Altérités

Revue d'anthropologie du contemporain

Appel à contributions

La date limite de réception des soumissions pour ce numéro est le 15 mai 2012.

CAPITAL HUMAIN

Sous la direction de Kim Turcot DiFruscia, Catherine Laurent Sédillot, Vincent Duclos et Bernard Bernier

Depuis trente ans, la notion de capital humain s'impose comme référence, au-delà des frontières du champ économique, dans d'innombrables espaces sociaux. À gauche comme à droite, dans des contextes de surplus de main d'oeuvre comme dans les « économies du savoir », les milieux politiques, corporatifs, éducatifs, les industries du développement et celles de la santé, les gestionnaires du travail et les designers de programmes sociaux « pensent avec » le concept de capital humain, élément courant de la novlangue néolibérale.
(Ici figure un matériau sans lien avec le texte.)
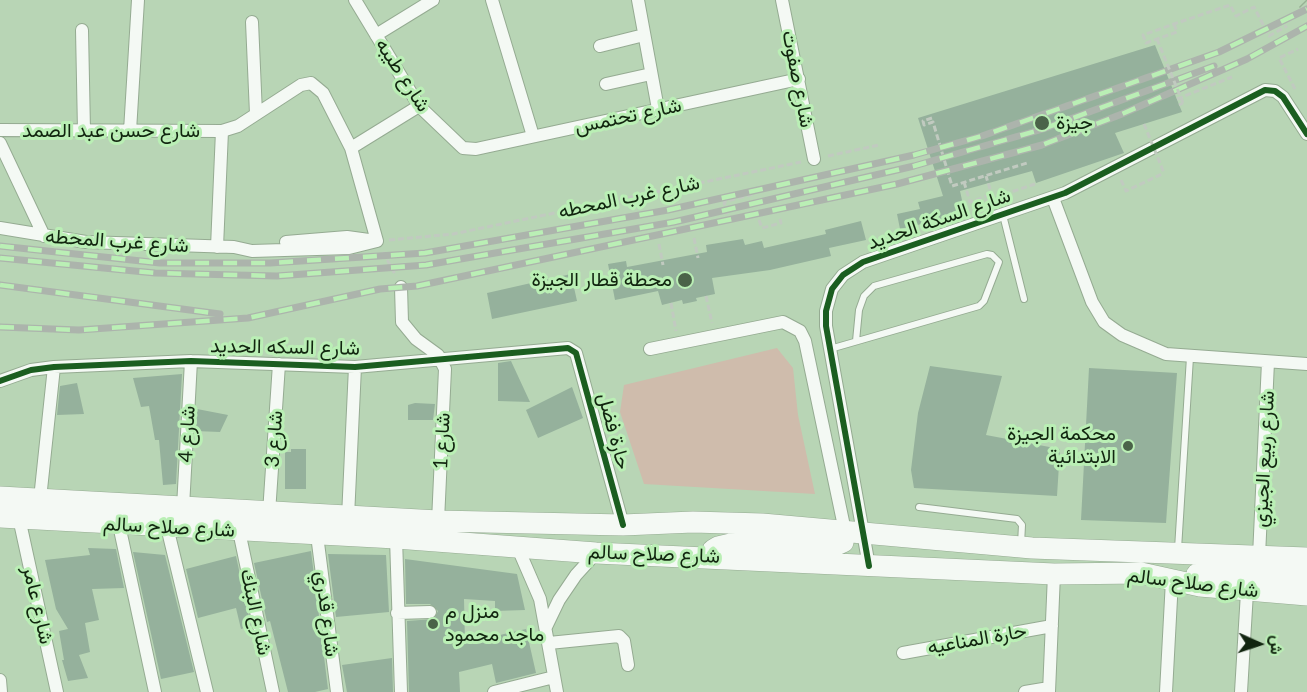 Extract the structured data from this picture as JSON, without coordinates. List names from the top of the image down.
{
  "streets": {
    "highway": ["شارع صلاح سالم"],
    "street": [
      "شارع طيبه",
      "شارع صفوت",
      "شارع تحتمس",
      "شارع حسن عبد الصمد",
      "شارع غرب المحطه",
      "شارع السكة الحديد",
      "شارع السكه الحديد",
      "حارة فضل",
      "شارع 4",
      "شارع 3",
      "شارع 1",
      "شارع ربيع الجيزي",
      "شارع عامر",
      "شارع البنك",
      "شارع قدري",
      "حارة المناعيه"
    ]
  },
  "crossings": [
    ["شارع طيبه", "شارع تحتمس"],
    ["شارع صفوت", "شارع تحتمس"],
    ["شارع صفوت", "شارع غرب المحطه"],
    ["شارع السكة الحديد", "شارع صلاح سالم"],
    ["شارع السكه الحديد", "حارة فضل"],
    ["شارع السكه الحديد", "شارع 4"],
    ["شارع السكه الحديد", "شارع 3"],
    ["شارع السكه الحديد", "شارع 1"],
    ["حارة فضل", "شارع صلاح سالم"],
    ["شارع 4", "شارع صلاح سالم"],
    ["شارع 3", "شارع صلاح سالم"],
    ["شارع 1", "شارع صلاح سالم"],
    ["شارع ربيع الجيزي", "شارع صلاح سالم"],
    ["شارع صلاح سالم", "شارع عامر"],
    ["شارع صلاح سالم", "شارع البنك"],
    ["شارع صلاح سالم", "شارع قدري"]
  ],
  "places": [
    "جيزة",
    "محطة قطار الجيزة",
    "محكمة الجيزة الابتدائية",
    "منزل م ماجد محمود"
  ],
  "north": "right"
} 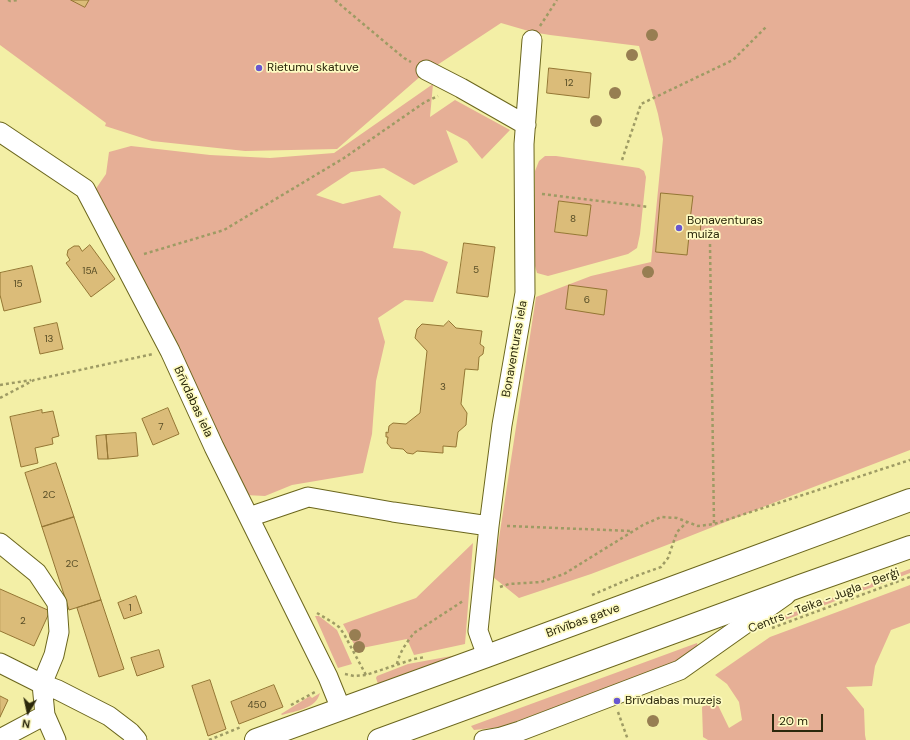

D'origines complexes et débattues, le concept de capital humain est diffusé sous sa forme contemporaine par les économistes néolibéraux de Chicago. S'il relève de la pensée économique classique d'appréhender l'être humain comme une ressource de laquelle extraire une plus-value par le travail, la notion néolibérale contemporaine de capital humain déborde le champ du travail pour proposer une conception biface de la subjectivation capitaliste. D'une part, la notion de capital humain renvoie à l'idée que, en tant moyen de production d'une organisation capitalistique comme de « la société », le capital humain est un site d'investissements divers (en santé, en éducation, en formation, en moralité) duquel un retour profitable est attendu. D'autre part, le capital humain réfère à l'ensemble des caractéristiques personnelles possédées par l'individu (ses qualifications, ses compétences, ses talents, mais aussi ses aptitudes, expériences et qualités personnelles) qu'il peut développer et mettre à profit à des fins productives. Signifiant l'absorption par l'économique de toute valeur concurrente, la capitalisation de soi inhérente au concept de capital humain est néanmoins représentée par ses tenants comme une humanisation de la pensée économique, maintenant cohérente avec la nature de l'homo oeconomicus. Le succès du concept de capital humain est à penser comme indicateur et instigateur de profondes transformations sociales, politiques, culturelles, idéologiques et anthropologiques. Ce sont à ces transformations que le présent numéro d'Altérités souhaite réfléchir depuis une perspective anthropologique.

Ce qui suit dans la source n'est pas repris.